O Deputado Zé Vítor (PL-MG), relator da Medida Provisória nº 944/2020, retirou a proposta de aumento da Contribuição para o Financiamento da Seguridade Social (Cofins) para as entidades fechadas e demais instituições financeiras (artigo 22). A proposta de aumentar a Cofins de 4% para 7,6% havia sido agregada no texto da MP nesta semana com abrangência inclusive para as entidades fechadas (EFPC). Com uma rápida mobilização da Abrapp junto ao Congresso Nacional, passando pela interlocução com vários deputados, o relator concordou em retirar a incidência do aumento do tributo.
“A retirada do aumento da Cofins é resultado de uma rápida mobilização da Abrapp e de suas associadas e que demonstra a importância que nosso sistema ocupa atualmente também na agenda do legislativo. Argumentamos que a proposta tinha impropriedades jurídicas e econômicas e agradecemos a sensibilidade do relator e dos parlamentares envolvidos na ação”, diz o Diretor Presidente da Abrapp, Luís Ricardo Martins. Ele ressalta que a nova mudança no texto da MP restabelece a segurança jurídica e tributária para o sistema.
Os Deputados Kim Kataguiri (DEM-SP), Alceu Moreira (MDB-RS) e Giovani Cherini (PL-RS) participaram na interlocução com o relator para mostrar a incoerência do aumento da Cofins. Na redação da MP, a proposta trazia a exceção apenas para as cooperativas de crédito. Como as cooperativas são organizações sem fins lucrativos, um dos principais argumentos da Abrapp, estava baseado na mesma condição das EFPC. A Abrapp também agradeceu ao Deputado Christino Áureo (PP-RJ) que tinha se disposto a apresentar uma emenda com o objetivo de anular a proposta, mas que não foi necessário.

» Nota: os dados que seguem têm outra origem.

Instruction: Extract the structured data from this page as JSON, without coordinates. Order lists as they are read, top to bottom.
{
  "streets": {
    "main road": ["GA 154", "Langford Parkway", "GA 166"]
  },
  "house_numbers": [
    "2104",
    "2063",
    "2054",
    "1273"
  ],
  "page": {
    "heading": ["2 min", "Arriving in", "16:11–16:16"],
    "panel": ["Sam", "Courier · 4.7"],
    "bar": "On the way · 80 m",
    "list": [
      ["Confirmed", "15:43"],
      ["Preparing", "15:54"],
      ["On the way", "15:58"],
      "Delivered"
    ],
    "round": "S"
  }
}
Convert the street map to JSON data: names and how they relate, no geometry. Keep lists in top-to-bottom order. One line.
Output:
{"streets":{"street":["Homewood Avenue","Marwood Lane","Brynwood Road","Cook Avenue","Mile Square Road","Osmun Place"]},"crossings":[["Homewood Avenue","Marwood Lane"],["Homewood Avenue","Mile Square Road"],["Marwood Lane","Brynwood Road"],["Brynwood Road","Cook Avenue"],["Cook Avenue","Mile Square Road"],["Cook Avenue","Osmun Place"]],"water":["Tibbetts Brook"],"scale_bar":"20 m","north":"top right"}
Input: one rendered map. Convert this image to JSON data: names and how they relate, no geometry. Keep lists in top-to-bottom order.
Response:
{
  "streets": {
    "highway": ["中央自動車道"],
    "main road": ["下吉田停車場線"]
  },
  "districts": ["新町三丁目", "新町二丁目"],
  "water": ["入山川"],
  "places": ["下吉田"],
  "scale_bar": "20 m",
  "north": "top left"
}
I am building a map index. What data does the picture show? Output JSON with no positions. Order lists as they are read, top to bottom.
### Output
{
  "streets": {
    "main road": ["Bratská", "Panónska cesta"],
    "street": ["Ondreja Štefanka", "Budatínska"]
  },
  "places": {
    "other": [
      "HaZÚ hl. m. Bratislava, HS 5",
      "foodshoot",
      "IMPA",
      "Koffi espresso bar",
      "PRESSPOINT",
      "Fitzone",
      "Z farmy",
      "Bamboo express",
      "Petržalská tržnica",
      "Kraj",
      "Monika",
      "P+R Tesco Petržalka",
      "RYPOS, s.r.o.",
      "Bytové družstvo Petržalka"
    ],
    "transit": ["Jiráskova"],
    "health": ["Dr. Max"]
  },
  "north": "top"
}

Carta ao relator - A Abrapp tinha enviado uma carta ao relator da MP nesta quarta-feira, 24 de junho. Ao mesmo tempo, acionou sua assessoria parlamentar e as associadas para enviar os argumentos para o Deputado Zé Vitor. A principal justificativa da Abrapp é que as entidades fechadas também deveriam ser excluídas do aumento do tributo.
Patrícia Linhares, Consultora jurídica da Abrapp e Sócia-Fundadora do escritório Linhares Advogados Associados, tinha explicado que as EFPC têm um argumento ainda mais consistente para a exclusão do aumento da Cofins na comparação com as cooperativas. É que as cooperativas já têm julgamento pelo Supremo Tribunal Federal (STF) que confirma a constitucionalidade do pagamento do tributo. Já a questão para as entidades fechadas ainda é analisada pelo STF, que tem sinalizado com a possibilidade da não-incidência do PIS e Cofins para o setor.
Luiz Fernando Brum, Secretário Executivo da Comissão Técnica Jurídica da Abrapp, havia explicado que o aumento da Cofins, se fosse aprovada, provocaria um impacto negativo para a majoração dos custos administrativos para as EFPC.